What you should do. Pictures aside, write every record out again word for word.

Data listing.

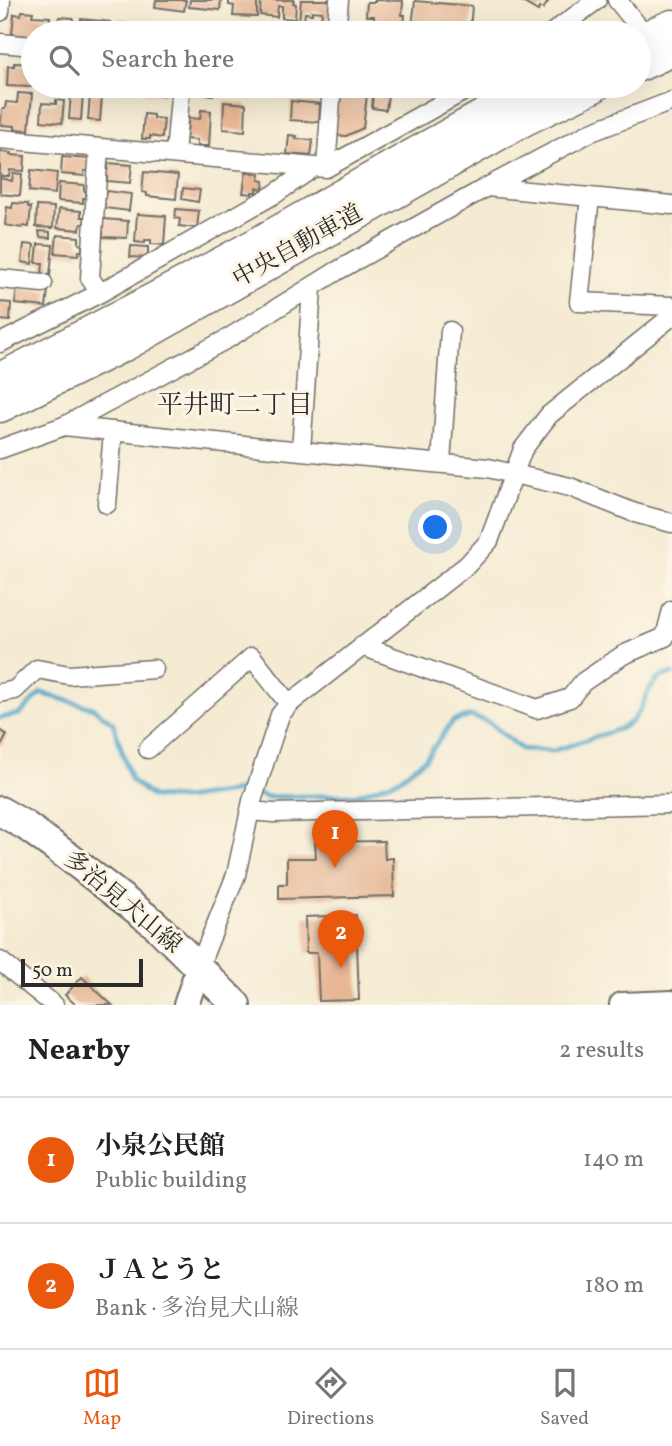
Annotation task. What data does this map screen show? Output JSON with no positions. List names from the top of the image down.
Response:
{
  "streets": {
    "highway": ["中央自動車道"],
    "main road": ["多治見犬山線"]
  },
  "districts": ["平井町二丁目"],
  "scale_bar": "50 m",
  "page": {
    "search": "Search here",
    "pins": ["1", "2"],
    "scale": "50 m",
    "heading": ["Nearby", "2 results"],
    "list": [
      {
        "mark": "1",
        "name": "小泉公民館",
        "note": "Public building",
        "value": "140 m"
      },
      {
        "mark": "2",
        "name": "ＪＡとうと",
        "note": "Bank · 多治見犬山線",
        "value": "180 m"
      }
    ],
    "nav": ["Map", "Directions", "Saved"]
  }
}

Task output.
Annotation task. What data does this map screen show? Output JSON with no positions. List names from the top of the image down.
Response:
{
  "streets": {
    "highway": ["中央自動車道"],
    "main road": ["多治見犬山線"]
  },
  "districts": ["平井町二丁目"],
  "scale_bar": "50 m",
  "page": {
    "search": "Search here",
    "pins": ["1", "2"],
    "scale": "50 m",
    "heading": ["Nearby", "2 results"],
    "list": [
      {
        "mark": "1",
        "name": "小泉公民館",
        "note": "Public building",
        "value": "140 m"
      },
      {
        "mark": "2",
        "name": "ＪＡとうと",
        "note": "Bank · 多治見犬山線",
        "value": "180 m"
      }
    ],
    "nav": ["Map", "Directions", "Saved"]
  }
}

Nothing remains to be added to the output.